* [DIRECTIONS FOR THIS TASK]: Gather the lines below that include the string "after", copying each in full.

* [DATA RECORDS]:
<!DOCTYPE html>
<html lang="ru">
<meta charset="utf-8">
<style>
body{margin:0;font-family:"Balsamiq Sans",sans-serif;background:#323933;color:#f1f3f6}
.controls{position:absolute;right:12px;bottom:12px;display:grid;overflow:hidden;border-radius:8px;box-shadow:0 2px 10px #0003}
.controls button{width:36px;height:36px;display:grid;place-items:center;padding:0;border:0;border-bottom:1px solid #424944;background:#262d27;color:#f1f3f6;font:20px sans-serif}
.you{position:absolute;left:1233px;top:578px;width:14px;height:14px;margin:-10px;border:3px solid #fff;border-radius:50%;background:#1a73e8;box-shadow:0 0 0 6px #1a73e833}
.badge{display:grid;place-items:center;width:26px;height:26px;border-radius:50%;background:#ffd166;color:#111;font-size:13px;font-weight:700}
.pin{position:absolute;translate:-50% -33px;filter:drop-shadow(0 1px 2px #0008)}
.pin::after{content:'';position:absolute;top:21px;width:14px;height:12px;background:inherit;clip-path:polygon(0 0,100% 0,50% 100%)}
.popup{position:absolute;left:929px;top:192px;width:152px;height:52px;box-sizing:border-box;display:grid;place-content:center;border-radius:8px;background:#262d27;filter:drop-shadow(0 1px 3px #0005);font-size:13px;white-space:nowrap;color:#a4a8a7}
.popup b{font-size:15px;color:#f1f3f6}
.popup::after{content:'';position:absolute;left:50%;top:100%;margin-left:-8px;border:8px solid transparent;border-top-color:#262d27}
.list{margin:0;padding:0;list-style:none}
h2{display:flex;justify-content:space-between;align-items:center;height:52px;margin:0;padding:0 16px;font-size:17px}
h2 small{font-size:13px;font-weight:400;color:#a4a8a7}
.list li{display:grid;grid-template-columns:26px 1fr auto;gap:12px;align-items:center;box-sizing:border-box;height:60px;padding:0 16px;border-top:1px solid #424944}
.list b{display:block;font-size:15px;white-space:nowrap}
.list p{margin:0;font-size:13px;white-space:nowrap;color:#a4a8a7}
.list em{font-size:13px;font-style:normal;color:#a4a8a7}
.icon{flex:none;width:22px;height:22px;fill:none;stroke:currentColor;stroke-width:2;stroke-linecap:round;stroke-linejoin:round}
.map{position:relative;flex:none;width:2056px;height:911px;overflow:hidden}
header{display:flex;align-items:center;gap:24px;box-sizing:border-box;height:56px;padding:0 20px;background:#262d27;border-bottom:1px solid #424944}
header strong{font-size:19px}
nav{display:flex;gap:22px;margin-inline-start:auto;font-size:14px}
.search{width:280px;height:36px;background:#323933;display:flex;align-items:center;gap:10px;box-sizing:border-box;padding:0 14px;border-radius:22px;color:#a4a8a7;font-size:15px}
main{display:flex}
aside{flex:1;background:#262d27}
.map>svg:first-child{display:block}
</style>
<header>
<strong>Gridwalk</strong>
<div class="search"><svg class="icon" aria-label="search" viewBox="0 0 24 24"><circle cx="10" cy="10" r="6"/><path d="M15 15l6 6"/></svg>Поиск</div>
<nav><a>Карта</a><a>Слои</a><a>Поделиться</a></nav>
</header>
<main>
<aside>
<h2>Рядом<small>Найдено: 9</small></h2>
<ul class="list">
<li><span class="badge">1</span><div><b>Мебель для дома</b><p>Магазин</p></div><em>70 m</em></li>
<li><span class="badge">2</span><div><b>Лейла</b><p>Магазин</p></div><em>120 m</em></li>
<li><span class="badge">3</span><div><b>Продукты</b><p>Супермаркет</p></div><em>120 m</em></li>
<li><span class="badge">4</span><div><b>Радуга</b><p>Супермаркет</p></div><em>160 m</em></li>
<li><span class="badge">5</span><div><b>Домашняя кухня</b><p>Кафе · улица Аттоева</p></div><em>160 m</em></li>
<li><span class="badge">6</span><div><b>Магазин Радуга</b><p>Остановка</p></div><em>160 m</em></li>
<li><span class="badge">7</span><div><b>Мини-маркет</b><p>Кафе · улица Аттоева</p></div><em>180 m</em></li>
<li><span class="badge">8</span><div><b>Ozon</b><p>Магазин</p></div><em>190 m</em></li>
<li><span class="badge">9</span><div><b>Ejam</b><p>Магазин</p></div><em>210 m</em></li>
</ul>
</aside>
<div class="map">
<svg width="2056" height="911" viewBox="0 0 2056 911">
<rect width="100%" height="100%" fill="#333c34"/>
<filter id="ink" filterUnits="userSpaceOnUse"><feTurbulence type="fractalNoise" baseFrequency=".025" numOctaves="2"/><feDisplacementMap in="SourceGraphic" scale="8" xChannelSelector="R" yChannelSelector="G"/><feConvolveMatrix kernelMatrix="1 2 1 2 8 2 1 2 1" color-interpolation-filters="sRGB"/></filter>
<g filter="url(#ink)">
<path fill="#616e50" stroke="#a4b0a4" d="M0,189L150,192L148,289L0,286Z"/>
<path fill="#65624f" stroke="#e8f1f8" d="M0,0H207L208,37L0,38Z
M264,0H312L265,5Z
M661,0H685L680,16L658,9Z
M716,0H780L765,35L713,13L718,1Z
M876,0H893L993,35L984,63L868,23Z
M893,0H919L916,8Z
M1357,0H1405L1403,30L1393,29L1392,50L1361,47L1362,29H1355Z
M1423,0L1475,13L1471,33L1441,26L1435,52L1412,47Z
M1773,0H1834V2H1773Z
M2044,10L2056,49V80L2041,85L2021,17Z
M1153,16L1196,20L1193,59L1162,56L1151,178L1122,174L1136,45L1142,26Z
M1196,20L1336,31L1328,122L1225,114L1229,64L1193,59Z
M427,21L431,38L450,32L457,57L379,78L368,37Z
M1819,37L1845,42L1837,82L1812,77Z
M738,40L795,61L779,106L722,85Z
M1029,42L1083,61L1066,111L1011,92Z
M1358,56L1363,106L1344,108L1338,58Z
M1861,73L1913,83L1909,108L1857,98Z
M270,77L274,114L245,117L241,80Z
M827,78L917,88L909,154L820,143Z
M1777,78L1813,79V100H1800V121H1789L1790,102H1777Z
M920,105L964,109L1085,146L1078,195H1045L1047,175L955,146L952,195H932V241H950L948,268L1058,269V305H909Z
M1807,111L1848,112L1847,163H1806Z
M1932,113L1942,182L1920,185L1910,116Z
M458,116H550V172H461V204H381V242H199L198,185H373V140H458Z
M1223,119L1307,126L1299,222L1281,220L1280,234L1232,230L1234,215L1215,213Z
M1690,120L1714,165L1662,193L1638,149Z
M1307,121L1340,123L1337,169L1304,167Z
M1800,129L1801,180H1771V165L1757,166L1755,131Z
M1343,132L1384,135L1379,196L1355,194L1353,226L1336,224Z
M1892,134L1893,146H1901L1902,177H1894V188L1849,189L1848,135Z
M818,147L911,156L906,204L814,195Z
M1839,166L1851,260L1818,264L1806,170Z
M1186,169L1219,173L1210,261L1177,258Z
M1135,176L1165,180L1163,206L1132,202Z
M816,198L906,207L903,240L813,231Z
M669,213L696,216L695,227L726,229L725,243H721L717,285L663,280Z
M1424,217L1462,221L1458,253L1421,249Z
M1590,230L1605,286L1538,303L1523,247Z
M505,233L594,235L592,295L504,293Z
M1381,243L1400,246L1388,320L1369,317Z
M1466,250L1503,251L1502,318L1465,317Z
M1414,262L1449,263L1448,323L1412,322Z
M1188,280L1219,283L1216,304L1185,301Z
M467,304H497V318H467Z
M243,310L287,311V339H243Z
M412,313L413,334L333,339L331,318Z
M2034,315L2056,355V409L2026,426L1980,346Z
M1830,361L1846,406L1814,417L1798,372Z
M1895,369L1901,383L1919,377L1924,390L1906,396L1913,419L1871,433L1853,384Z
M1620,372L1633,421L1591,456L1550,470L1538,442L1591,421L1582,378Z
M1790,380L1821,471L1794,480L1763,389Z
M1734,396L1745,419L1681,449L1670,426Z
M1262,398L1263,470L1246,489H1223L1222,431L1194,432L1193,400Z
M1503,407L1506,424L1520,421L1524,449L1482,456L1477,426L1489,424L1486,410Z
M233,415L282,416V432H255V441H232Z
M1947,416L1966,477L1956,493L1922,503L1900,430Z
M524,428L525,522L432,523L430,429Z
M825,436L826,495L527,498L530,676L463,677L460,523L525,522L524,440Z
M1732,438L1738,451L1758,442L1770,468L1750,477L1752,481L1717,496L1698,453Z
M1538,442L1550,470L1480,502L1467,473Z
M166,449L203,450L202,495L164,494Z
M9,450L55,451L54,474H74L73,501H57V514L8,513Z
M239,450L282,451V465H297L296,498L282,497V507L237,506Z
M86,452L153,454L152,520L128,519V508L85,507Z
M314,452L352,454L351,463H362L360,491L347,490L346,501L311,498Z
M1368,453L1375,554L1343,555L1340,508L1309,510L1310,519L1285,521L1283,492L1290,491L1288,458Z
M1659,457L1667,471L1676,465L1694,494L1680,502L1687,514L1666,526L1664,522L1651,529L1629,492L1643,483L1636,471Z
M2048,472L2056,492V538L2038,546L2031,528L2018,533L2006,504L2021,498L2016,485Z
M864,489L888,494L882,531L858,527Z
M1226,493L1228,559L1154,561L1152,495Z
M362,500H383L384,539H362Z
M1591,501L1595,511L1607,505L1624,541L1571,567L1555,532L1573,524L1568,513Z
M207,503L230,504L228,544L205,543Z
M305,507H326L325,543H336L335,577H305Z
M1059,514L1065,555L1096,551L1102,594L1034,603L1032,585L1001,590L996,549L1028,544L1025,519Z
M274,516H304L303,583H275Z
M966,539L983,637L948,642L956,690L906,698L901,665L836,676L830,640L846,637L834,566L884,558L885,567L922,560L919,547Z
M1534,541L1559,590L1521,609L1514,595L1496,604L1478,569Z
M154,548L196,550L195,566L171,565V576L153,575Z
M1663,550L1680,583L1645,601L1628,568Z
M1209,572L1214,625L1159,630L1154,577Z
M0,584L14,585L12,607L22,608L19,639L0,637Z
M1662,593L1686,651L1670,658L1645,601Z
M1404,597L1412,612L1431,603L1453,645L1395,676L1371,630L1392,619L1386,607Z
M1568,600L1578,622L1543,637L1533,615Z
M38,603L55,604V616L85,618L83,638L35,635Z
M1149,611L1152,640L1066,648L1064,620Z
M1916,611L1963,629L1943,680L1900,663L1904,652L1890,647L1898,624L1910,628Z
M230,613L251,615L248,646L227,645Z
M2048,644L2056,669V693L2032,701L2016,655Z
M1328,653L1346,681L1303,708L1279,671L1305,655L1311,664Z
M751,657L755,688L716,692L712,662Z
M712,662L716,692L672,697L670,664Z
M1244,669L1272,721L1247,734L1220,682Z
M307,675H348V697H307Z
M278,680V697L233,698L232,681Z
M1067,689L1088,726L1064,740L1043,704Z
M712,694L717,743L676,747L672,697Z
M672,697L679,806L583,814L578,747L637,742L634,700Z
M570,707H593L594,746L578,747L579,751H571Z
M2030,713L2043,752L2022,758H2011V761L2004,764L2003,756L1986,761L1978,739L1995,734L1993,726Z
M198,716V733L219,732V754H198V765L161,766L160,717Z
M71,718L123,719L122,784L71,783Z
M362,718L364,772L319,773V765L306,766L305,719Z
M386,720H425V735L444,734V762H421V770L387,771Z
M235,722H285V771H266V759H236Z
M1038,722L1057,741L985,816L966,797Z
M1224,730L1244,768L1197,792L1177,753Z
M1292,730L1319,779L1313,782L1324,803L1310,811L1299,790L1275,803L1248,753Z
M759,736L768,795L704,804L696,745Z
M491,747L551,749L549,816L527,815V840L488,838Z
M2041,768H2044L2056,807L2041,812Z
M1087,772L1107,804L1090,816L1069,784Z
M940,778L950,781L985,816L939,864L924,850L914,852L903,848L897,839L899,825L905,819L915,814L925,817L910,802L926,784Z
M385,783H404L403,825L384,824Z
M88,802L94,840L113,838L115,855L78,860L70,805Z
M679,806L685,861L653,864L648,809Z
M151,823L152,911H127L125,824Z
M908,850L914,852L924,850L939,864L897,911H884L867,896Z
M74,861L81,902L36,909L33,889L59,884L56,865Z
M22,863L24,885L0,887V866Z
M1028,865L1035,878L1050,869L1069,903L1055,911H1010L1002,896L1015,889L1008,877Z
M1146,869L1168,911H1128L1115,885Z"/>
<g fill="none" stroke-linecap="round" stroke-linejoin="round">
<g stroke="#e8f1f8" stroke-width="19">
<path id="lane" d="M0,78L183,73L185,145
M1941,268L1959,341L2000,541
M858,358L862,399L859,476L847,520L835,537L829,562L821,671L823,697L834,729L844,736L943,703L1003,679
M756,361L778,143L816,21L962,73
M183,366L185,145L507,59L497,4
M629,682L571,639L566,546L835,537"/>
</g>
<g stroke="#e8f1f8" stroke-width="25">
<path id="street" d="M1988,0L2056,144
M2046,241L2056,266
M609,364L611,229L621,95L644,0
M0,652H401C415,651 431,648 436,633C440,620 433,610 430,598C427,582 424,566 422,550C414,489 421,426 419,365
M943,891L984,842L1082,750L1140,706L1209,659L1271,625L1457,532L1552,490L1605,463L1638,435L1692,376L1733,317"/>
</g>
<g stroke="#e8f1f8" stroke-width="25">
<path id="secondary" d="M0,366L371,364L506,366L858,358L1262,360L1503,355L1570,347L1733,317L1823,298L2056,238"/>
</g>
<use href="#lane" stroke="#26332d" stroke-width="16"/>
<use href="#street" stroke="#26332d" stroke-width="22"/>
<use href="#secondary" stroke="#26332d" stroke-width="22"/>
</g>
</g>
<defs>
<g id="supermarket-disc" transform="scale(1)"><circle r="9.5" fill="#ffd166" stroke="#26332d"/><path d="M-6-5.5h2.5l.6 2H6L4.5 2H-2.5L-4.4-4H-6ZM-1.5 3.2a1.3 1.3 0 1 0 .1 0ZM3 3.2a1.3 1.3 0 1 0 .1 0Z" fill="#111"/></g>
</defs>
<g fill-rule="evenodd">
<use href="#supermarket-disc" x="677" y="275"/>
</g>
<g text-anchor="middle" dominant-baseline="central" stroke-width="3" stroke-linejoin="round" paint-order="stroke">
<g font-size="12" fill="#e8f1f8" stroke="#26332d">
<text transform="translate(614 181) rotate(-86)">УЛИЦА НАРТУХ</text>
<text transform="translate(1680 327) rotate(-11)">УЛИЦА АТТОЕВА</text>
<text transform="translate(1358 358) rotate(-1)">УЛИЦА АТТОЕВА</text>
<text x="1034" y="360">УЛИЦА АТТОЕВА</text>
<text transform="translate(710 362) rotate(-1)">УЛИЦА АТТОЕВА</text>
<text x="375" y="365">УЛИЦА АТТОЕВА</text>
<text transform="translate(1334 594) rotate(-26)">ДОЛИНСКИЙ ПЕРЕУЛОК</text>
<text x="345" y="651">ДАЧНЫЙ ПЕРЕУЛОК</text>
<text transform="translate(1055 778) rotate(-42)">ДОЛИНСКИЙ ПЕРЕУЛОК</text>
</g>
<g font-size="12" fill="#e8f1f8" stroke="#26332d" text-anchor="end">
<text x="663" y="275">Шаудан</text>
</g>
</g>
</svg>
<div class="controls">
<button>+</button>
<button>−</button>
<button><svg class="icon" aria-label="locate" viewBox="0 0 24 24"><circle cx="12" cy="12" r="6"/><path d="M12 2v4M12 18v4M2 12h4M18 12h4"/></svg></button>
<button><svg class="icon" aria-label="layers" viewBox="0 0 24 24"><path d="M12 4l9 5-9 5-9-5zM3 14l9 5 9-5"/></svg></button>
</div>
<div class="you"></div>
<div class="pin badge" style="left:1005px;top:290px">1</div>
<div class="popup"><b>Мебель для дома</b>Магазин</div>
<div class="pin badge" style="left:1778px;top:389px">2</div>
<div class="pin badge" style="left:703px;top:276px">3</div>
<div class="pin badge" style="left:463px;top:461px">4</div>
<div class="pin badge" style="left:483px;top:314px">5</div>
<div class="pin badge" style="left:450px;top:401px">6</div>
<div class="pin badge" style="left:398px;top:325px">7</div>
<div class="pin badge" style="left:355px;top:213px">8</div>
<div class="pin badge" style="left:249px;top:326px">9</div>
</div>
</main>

* [ANSWER TO THIS EXERCISE]:
.pin::after{content:'';position:absolute;top:21px;width:14px;height:12px;background:inherit;clip-path:polygon(0 0,100% 0,50% 100%)}
.popup::after{content:'';position:absolute;left:50%;top:100%;margin-left:-8px;border:8px solid transparent;border-top-color:#262d27}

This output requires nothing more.